New Blue - A new circular denim material by Tim van der Loo & Sandra Nicoline Nielsen
Buy, wear, throw away – that’s what happens to most clothes. That’s where the principle of a circular economy comes in: Worn clothing can be much more than waste and becomes part of new and continuous material flows.
What began in 2018 as a project for a master’s thesis at the Weißensee Academy of Art in Berlin is currently supported by Re-FREAM, part of the STARTS (Science + Technology + Arts) initiative under the European Commission’s Horizon 2020 research and innovation programme.
“New Blue explores new pathways in circular economy, aesthetics and production. Denim is a ubiquitous material which is loved and used by many. It is also a significant source of waste. The challenge as we see it is to find a way to recirculate old worn out jeans and left over fibers within the system.”

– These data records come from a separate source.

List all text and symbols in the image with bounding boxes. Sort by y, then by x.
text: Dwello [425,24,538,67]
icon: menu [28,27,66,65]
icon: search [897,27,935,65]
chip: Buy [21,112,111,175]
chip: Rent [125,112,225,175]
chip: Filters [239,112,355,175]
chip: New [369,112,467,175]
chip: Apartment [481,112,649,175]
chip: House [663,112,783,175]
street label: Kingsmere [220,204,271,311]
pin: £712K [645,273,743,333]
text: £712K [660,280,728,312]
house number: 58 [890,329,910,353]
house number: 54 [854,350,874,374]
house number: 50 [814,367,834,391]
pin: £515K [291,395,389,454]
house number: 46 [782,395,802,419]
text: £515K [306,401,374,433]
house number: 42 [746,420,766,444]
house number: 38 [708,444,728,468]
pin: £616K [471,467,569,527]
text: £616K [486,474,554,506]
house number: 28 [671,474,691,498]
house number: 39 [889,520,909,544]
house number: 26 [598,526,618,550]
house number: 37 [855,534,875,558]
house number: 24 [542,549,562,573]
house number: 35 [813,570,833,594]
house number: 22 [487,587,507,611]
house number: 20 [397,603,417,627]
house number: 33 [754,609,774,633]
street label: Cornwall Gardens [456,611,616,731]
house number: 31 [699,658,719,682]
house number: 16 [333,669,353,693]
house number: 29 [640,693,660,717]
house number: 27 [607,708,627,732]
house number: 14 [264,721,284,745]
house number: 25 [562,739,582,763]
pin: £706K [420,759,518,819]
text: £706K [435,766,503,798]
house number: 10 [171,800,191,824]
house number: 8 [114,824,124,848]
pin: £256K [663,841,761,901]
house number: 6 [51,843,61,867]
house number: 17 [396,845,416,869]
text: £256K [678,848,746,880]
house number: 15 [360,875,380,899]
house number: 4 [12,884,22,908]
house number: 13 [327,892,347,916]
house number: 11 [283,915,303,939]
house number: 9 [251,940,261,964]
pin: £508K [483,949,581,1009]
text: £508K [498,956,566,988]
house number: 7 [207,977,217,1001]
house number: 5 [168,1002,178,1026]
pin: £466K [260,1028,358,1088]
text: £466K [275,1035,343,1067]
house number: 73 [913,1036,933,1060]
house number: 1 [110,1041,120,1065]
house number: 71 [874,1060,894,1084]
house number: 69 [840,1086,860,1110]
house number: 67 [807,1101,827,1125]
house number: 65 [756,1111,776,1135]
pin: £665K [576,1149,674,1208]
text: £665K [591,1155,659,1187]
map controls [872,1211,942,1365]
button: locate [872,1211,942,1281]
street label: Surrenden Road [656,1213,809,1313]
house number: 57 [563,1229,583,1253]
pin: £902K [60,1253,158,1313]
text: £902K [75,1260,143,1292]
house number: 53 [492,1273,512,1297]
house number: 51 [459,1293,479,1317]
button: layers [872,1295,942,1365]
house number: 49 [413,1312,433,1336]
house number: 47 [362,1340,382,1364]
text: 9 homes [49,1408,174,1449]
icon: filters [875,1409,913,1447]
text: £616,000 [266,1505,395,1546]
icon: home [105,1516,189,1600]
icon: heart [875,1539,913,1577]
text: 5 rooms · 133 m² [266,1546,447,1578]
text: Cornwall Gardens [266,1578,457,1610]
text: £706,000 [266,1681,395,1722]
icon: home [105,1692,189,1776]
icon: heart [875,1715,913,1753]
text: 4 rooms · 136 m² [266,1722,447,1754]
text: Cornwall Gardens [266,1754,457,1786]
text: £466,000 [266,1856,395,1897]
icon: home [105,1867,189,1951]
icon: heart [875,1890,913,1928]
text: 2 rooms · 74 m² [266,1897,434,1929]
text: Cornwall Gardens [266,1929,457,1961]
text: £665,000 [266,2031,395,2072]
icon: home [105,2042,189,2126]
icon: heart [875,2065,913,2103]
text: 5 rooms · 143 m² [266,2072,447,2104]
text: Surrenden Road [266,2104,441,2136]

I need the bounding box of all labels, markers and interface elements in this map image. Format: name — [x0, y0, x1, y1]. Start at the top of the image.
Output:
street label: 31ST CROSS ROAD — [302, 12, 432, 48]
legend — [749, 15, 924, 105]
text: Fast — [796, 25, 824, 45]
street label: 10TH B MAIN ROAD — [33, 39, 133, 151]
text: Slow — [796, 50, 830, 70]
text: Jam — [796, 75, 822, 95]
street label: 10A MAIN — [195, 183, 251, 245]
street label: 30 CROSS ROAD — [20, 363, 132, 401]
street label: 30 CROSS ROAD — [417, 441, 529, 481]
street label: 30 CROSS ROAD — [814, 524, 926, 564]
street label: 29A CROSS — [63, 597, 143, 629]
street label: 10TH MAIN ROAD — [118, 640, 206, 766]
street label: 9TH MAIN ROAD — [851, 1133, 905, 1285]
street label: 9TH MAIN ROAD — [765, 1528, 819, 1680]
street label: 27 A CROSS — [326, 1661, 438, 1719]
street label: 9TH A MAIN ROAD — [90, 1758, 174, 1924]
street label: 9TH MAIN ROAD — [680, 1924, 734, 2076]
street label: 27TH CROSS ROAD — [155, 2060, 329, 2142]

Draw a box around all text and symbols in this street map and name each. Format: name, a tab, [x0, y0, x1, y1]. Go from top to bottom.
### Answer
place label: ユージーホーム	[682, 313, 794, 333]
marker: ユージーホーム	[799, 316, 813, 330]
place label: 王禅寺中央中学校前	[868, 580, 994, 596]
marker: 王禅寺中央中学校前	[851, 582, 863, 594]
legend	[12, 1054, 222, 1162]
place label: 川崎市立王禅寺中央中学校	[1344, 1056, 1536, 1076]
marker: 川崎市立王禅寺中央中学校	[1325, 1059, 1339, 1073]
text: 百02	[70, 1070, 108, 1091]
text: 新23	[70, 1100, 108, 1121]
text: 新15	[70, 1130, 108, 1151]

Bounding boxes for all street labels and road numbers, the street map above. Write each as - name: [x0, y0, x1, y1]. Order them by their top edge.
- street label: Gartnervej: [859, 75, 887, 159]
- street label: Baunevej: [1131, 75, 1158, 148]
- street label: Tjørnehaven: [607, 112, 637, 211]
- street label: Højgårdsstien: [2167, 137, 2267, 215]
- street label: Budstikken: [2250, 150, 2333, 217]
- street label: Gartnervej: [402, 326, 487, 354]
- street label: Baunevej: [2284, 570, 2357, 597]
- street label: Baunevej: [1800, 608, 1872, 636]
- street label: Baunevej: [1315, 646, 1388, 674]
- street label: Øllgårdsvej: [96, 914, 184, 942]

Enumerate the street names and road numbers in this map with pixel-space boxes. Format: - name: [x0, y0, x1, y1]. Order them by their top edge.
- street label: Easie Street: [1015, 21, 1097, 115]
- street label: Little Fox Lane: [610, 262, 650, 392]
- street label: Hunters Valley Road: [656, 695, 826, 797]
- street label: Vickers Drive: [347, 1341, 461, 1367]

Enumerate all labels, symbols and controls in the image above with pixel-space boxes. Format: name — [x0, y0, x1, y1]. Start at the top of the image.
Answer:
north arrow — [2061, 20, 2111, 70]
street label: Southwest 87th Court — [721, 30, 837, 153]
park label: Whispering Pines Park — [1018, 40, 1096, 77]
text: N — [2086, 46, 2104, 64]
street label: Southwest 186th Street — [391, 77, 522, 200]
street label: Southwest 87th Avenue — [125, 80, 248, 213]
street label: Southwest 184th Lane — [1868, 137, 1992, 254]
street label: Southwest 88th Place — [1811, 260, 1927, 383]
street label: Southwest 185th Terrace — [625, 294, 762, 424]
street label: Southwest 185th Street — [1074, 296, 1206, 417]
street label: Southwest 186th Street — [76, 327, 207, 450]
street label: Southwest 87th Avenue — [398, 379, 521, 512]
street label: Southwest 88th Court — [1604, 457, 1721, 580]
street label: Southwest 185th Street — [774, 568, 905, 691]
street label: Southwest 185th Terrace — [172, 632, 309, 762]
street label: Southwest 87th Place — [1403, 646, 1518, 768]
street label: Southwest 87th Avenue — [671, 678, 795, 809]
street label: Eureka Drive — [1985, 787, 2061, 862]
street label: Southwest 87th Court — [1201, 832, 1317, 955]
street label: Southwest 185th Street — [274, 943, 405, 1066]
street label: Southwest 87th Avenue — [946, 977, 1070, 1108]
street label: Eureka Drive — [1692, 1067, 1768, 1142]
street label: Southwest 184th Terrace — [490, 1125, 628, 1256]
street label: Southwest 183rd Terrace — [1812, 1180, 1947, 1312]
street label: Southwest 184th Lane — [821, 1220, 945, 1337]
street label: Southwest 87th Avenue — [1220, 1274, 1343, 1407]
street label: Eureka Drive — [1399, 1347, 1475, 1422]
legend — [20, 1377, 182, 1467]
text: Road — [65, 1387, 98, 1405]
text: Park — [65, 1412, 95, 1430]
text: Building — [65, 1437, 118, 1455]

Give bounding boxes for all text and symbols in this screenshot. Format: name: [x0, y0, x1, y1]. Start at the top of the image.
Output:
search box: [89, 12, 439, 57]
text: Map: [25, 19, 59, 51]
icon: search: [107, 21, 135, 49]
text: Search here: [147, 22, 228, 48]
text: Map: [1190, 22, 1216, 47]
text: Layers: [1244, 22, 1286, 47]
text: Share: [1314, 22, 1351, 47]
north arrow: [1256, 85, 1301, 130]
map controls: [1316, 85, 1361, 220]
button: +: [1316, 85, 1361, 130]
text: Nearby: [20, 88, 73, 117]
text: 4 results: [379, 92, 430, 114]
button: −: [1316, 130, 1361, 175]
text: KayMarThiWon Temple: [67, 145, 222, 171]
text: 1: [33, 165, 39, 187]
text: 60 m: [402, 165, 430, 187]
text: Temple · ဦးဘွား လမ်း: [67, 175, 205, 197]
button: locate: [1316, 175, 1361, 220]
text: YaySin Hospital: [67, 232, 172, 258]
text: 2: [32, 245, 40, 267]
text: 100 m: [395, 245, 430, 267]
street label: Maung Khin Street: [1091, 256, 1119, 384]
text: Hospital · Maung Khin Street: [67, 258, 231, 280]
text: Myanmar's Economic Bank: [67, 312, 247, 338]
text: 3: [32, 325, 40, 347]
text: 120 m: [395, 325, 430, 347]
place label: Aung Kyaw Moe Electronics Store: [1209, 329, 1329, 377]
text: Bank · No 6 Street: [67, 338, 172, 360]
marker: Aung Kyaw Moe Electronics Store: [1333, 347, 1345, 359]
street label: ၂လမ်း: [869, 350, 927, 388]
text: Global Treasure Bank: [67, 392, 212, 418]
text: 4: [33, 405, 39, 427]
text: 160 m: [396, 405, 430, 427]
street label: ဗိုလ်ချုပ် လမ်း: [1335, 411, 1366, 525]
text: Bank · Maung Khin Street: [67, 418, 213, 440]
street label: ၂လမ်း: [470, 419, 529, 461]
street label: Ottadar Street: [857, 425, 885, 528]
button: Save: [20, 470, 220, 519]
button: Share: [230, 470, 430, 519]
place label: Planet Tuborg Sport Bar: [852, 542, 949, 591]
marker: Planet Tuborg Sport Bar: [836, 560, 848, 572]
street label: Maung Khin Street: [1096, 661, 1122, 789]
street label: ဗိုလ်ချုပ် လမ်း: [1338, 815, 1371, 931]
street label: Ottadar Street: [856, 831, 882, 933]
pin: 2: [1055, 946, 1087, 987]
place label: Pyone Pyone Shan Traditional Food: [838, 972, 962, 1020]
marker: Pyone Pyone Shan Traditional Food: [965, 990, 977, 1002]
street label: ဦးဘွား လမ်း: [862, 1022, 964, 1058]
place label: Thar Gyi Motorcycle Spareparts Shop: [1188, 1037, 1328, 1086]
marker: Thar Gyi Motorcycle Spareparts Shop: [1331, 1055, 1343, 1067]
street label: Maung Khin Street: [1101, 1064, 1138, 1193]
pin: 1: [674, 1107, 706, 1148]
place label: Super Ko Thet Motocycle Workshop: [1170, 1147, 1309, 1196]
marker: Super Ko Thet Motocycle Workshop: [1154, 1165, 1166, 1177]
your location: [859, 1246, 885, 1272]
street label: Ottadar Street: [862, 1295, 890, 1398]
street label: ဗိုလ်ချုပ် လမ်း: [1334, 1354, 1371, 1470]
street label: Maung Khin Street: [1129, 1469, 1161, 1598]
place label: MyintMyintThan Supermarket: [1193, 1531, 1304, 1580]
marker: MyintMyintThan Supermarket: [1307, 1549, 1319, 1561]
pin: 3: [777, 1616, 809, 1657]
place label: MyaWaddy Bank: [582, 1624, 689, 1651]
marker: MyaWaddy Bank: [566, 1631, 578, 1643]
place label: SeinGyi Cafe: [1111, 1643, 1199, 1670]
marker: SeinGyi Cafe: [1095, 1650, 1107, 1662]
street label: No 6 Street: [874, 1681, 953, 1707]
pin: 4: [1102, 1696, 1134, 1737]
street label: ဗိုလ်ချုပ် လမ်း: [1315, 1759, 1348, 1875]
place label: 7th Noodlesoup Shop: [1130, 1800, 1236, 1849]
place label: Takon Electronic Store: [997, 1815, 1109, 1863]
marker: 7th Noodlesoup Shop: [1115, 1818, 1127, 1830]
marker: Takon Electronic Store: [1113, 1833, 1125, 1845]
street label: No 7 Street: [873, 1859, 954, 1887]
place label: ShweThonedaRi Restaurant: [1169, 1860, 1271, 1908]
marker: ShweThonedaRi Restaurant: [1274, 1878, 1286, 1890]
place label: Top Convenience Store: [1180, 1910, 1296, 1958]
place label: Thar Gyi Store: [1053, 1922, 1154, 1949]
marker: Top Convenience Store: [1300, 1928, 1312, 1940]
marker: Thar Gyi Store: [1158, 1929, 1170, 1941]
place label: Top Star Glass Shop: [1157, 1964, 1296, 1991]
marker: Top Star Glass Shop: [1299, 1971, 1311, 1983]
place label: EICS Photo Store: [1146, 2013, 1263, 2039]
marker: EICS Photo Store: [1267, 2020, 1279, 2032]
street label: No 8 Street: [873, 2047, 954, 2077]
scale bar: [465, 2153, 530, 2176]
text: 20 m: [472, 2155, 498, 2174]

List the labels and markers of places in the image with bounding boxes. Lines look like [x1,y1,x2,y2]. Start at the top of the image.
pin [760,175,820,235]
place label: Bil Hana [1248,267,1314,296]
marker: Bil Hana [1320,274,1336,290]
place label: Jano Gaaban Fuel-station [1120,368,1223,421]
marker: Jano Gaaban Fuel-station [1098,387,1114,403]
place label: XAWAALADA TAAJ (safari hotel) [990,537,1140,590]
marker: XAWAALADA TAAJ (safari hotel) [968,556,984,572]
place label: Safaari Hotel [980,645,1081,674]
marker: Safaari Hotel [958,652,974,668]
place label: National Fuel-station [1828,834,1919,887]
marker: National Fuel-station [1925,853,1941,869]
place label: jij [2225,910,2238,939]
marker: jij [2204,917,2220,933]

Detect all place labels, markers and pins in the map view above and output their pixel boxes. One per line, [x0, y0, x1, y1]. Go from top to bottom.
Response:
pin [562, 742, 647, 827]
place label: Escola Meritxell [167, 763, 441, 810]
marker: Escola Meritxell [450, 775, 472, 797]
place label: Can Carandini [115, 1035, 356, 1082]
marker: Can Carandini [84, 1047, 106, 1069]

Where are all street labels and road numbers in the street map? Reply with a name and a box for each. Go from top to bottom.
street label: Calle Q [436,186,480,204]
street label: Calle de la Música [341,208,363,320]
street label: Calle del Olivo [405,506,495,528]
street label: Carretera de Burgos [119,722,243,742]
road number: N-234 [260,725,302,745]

Denim was always considered a particularly durable material – until it lost its integrity due to increasing globalisation and rapid consumption. With New Blue, the new circular denim, material and product designer Tim van der Loo and techno-anthropologist Sandra Nicoline Nielsen want to change that. In their process, jeans as raw material are cut into small fibres and then bonded to form a fleece. Using a new technology using digitally assisted industrial embroidery, the pattern is made directly on the fleece. Through a unique technique, the areas defined by the embroidery remain intact when the fleece is washed, while the non-embroidered parts of the fleece dissolve on contact with water and can eventually be reused as raw material. In this way, New Blue makes circular and waste-free production of denim a reality.